Similar to from_json and to_json, you can use from_avro and to_avro with any binary column, but you must specify the Avro schema manually.

import org.apache.spark.sql.avro.functions._
import org.apache.avro.SchemaBuilder

// When reading the key and value of a Kafka topic, decode the
// binary (Avro) data into structured data.
// The schema of the resulting DataFrame is: <key: string, value: int>
val df = spark
  .readStream
  .format("kafka")
  .option("kafka.bootstrap.servers", servers)
  .option("subscribe", "t")
  .load()
  .select(
    from_avro($"key", SchemaBuilder.builder().stringType()).as("key"),
    from_avro($"value", SchemaBuilder.builder().intType()).as("value"))

// Convert structured data to binary from string (key column) and
// int (value column) and save to a Kafka topic.
dataDF
  .select(
    to_avro($"key").as("key"),
    to_avro($"value").as("value"))
  .writeStream
  .format("kafka")
  .option("kafka.bootstrap.servers", servers)
  .option("topic", "t")
  .start()

jsonFormatSchema example

You can also specify a schema as a JSON string.

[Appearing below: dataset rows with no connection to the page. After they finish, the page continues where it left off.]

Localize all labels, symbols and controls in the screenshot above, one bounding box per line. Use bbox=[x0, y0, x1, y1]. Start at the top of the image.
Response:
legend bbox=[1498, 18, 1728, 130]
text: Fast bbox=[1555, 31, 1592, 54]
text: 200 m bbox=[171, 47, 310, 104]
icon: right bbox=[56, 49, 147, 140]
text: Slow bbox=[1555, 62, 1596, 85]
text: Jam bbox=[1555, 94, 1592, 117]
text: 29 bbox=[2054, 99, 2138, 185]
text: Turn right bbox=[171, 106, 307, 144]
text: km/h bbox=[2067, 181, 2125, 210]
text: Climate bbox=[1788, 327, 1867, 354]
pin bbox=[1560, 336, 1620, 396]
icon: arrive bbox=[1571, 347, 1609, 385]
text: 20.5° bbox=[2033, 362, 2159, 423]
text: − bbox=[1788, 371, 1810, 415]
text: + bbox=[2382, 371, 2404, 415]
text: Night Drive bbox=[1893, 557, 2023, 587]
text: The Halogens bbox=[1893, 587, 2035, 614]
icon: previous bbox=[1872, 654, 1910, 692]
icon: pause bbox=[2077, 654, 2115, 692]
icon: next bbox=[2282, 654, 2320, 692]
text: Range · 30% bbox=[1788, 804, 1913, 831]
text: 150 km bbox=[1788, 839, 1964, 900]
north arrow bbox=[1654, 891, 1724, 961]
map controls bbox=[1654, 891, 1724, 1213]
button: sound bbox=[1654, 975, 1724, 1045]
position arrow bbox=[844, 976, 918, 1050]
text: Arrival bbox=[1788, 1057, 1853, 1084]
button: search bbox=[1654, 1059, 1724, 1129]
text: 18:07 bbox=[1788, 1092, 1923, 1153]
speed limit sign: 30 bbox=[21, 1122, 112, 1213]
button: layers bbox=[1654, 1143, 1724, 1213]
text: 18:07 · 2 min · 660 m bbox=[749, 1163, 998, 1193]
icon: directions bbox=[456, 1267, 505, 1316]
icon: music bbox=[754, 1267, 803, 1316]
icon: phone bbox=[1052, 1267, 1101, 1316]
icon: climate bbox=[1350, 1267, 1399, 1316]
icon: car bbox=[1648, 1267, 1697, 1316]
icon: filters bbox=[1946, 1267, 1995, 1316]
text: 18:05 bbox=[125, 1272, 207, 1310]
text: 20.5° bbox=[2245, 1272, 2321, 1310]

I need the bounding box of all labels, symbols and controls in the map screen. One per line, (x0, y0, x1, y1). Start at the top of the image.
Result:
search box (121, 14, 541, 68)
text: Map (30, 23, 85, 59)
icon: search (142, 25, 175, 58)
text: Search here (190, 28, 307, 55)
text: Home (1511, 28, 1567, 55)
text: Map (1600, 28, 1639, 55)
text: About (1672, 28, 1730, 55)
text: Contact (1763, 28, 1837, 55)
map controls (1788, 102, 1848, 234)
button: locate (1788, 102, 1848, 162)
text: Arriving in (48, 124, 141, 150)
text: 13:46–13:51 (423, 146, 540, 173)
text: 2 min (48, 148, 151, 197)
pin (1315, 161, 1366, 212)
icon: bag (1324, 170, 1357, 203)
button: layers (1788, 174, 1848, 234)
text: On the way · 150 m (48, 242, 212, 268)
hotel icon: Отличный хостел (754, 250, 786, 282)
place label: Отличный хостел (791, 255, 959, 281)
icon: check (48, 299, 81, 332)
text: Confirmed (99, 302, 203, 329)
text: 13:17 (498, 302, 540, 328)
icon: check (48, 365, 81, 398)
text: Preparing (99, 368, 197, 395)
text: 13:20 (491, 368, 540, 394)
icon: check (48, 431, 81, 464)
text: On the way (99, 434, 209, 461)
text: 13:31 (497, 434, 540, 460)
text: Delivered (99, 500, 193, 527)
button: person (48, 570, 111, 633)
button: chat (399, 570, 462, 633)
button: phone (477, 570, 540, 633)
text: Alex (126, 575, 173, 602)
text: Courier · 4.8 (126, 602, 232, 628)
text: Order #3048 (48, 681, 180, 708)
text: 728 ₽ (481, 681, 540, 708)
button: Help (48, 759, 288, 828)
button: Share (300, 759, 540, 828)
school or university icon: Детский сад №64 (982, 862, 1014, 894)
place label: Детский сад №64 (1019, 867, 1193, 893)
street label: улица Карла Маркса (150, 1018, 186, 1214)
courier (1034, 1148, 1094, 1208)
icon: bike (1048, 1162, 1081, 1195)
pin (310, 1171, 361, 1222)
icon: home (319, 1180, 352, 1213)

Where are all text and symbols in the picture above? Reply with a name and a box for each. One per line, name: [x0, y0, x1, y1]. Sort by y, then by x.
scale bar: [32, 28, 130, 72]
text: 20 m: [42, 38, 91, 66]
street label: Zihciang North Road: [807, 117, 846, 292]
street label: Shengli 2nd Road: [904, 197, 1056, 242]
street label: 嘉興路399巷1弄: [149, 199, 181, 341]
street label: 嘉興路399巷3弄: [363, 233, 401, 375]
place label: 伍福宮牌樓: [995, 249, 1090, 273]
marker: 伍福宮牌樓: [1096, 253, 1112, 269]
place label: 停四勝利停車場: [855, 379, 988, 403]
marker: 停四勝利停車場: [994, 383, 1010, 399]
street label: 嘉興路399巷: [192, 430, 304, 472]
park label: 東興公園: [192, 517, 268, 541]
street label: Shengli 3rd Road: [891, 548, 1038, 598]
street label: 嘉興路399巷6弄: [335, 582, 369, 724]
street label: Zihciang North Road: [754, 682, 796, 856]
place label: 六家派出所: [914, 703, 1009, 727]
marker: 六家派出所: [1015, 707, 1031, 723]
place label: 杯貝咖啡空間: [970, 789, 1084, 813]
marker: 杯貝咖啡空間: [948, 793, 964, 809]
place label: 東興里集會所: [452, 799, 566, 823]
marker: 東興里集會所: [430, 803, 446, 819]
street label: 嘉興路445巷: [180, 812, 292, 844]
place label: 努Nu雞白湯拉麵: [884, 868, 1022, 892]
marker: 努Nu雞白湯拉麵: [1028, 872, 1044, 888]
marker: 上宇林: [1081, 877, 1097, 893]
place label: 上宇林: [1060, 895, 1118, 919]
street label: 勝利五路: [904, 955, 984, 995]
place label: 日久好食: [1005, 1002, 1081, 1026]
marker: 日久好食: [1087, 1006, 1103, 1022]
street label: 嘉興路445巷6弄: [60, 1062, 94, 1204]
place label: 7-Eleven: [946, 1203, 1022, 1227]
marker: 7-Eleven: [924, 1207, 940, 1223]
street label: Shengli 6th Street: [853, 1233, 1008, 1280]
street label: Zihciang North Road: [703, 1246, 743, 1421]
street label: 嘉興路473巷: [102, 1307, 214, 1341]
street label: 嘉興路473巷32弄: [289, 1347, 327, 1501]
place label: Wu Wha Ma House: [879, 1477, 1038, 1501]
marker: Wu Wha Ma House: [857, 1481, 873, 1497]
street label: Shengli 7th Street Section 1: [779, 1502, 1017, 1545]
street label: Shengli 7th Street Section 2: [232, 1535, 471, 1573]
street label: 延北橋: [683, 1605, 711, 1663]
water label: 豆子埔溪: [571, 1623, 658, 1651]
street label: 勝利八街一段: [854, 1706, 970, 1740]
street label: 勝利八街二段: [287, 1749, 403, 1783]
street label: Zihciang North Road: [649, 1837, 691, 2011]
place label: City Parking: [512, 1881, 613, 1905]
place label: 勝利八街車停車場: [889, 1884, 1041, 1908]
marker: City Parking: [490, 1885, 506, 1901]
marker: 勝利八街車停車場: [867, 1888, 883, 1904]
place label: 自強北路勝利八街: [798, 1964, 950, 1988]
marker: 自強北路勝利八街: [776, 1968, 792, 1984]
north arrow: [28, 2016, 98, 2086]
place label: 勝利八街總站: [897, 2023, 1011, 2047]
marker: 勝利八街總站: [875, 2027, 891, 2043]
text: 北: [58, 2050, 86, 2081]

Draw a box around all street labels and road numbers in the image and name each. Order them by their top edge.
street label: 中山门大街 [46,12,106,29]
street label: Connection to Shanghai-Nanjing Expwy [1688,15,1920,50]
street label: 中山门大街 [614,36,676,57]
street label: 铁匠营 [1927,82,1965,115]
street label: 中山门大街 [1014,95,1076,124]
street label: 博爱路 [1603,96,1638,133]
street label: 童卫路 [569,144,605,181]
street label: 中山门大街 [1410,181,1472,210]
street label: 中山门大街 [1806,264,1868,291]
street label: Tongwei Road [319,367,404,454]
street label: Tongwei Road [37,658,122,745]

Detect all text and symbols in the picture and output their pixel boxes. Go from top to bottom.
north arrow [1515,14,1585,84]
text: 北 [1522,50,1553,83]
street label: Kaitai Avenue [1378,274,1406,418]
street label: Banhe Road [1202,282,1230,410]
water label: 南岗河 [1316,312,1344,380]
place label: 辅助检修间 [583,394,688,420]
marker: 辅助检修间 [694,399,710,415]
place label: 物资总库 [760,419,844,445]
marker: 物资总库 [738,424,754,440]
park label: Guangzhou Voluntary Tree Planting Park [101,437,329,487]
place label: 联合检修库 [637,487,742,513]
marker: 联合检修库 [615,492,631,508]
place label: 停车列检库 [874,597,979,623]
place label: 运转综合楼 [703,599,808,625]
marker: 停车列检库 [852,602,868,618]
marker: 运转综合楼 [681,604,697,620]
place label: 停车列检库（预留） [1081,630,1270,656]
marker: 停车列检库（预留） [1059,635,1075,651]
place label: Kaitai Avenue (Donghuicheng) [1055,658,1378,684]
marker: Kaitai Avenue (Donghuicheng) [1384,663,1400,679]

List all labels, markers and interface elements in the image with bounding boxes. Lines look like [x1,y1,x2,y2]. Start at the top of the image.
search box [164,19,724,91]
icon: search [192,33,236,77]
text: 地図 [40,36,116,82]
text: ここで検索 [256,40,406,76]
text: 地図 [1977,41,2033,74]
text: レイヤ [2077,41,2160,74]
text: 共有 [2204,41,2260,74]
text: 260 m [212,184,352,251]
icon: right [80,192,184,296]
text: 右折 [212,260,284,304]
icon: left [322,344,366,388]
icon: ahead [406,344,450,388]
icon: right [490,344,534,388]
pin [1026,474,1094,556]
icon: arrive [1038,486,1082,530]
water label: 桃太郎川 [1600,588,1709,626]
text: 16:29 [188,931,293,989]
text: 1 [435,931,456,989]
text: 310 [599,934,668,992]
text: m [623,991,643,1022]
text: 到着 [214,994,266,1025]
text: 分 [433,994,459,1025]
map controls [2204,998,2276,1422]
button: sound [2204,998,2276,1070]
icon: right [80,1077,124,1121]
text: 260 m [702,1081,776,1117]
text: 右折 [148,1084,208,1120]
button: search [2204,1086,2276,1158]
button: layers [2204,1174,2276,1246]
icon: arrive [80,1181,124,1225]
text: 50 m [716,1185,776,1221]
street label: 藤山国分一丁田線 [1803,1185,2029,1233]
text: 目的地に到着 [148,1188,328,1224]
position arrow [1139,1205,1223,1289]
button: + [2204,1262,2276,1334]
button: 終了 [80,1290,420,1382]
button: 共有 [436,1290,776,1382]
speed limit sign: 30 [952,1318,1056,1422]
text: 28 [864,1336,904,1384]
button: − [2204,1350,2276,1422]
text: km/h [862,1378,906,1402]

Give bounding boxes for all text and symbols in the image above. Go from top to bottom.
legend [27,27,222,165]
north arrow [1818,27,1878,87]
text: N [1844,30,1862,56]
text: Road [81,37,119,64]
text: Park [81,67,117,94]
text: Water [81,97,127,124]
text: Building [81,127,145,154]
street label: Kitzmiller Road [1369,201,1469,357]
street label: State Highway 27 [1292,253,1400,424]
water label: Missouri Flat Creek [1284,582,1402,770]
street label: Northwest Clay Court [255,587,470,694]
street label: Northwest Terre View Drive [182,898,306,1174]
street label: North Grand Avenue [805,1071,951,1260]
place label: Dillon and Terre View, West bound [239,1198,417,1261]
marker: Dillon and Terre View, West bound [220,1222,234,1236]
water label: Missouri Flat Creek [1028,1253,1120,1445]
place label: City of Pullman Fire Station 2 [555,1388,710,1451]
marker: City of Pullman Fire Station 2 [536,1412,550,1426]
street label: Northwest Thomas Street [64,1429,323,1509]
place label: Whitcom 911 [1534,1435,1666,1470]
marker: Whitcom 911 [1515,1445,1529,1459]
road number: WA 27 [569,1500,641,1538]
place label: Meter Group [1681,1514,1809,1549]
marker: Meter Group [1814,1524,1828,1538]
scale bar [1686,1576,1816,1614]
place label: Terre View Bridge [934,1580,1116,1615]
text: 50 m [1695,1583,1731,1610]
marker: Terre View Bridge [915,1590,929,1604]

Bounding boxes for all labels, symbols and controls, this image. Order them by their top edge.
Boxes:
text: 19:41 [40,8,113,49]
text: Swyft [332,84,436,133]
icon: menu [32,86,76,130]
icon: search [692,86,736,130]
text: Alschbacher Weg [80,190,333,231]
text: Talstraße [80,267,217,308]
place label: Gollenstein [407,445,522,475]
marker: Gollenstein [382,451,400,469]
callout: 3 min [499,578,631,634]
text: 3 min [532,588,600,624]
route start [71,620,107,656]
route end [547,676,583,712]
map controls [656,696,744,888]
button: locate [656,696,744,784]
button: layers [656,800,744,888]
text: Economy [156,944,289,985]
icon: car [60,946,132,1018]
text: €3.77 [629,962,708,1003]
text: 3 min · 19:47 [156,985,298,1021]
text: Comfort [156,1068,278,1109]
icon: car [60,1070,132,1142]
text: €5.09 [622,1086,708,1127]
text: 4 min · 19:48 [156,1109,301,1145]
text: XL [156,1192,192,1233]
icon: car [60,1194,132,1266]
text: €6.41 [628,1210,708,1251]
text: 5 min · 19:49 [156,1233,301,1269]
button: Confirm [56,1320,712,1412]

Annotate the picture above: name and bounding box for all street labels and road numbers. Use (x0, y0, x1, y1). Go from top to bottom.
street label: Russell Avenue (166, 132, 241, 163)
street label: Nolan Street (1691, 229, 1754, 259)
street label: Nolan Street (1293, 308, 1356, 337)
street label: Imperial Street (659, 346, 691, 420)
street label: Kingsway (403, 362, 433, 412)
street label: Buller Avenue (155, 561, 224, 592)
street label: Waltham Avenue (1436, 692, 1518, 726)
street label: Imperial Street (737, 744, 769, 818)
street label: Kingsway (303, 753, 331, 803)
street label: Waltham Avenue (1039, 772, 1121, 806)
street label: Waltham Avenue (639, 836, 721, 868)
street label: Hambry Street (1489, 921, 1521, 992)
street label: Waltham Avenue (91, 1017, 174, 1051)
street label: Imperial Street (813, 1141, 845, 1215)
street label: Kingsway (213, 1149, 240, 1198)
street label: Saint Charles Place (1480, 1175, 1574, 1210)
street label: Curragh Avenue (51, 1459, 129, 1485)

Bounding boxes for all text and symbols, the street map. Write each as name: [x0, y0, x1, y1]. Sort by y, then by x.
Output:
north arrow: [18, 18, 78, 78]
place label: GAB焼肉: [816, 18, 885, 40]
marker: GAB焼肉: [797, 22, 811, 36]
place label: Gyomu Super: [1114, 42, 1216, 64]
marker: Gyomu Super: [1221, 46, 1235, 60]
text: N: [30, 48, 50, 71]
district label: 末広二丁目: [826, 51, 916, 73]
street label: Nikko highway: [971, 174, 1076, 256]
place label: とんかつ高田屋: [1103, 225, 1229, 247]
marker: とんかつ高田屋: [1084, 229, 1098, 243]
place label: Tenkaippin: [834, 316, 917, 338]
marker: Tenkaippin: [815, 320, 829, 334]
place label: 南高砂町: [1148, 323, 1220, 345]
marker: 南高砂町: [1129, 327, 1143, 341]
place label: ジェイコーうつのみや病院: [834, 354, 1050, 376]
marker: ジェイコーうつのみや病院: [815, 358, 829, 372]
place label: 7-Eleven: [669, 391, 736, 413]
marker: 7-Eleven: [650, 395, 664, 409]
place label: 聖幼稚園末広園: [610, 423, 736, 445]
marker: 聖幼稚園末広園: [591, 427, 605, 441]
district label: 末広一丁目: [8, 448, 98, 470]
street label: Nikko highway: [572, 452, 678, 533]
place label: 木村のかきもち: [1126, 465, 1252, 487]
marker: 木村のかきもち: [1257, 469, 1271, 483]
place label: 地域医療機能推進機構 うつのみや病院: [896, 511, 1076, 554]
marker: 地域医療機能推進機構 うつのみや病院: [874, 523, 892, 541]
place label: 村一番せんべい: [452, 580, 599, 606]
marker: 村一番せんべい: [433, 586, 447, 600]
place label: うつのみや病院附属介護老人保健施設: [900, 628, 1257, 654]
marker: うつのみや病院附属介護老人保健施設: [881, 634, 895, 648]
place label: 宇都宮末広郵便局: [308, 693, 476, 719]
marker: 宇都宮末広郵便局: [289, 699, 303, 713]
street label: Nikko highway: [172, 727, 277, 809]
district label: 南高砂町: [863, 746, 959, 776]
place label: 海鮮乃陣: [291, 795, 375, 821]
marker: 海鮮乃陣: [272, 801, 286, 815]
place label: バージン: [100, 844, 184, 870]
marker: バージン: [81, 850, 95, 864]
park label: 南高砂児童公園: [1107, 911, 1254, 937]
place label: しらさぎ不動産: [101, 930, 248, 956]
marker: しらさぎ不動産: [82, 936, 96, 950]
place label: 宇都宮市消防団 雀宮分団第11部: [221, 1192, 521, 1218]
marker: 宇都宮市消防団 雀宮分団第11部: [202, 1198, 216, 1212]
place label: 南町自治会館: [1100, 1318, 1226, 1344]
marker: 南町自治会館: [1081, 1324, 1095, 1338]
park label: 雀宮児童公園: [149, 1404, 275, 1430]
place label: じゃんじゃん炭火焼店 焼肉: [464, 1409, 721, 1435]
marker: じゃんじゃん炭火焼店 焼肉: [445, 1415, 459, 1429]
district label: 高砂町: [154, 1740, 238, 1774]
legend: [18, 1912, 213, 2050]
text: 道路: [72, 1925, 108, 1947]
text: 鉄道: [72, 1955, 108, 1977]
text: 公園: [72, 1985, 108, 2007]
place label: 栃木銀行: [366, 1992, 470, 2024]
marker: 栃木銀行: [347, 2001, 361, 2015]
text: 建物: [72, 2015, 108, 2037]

For example, if /tmp/user.avsc is:

{
  "namespace": "example.avro",
  "type": "record",
  "name": "User",
  "fields": [
    {"name": "name", "type": "string"},
    {"name": "favorite_color", "type": ["string", "null"]}
  ]
}

You can create a JSON string:

from pyspark.sql.avro.functions import from_avro, to_avro

jsonFormatSchema = open("/tmp/user.avsc", "r").read()

Then use the schema in from_avro:

# 1. Decode the Avro data into a struct.
# 2. Filter by column "favorite_color".
# 3. Encode the column "name" in Avro format.

output = df\
  .select(from_avro("value", jsonFormatSchema).alias("user"))\
  .where('user.favorite_color == "red"')\
  .select(to_avro("user.name").alias("value"))

Example with Schema Registry

If your cluster has a Schema Registry service, from_avro can work with it so that you don’t need to specify the Avro schema manually.

The following example demonstrates reading a Kafka topic “t”, assuming the key and value are already registered in Schema Registry as subjects “t-key” and “t-value” of types STRING and INT:

import org.apache.spark.sql.avro.functions._

val schemaRegistryAddr = "https://myhost:8081"
val df = spark
  .readStream
  .format("kafka")
  .option("kafka.bootstrap.servers", servers)
  .option("subscribe", "t")
  .load()
  .select(
    from_avro($"key", "t-key", schemaRegistryAddr).as("key"),
    from_avro($"value", "t-value", schemaRegistryAddr).as("value"))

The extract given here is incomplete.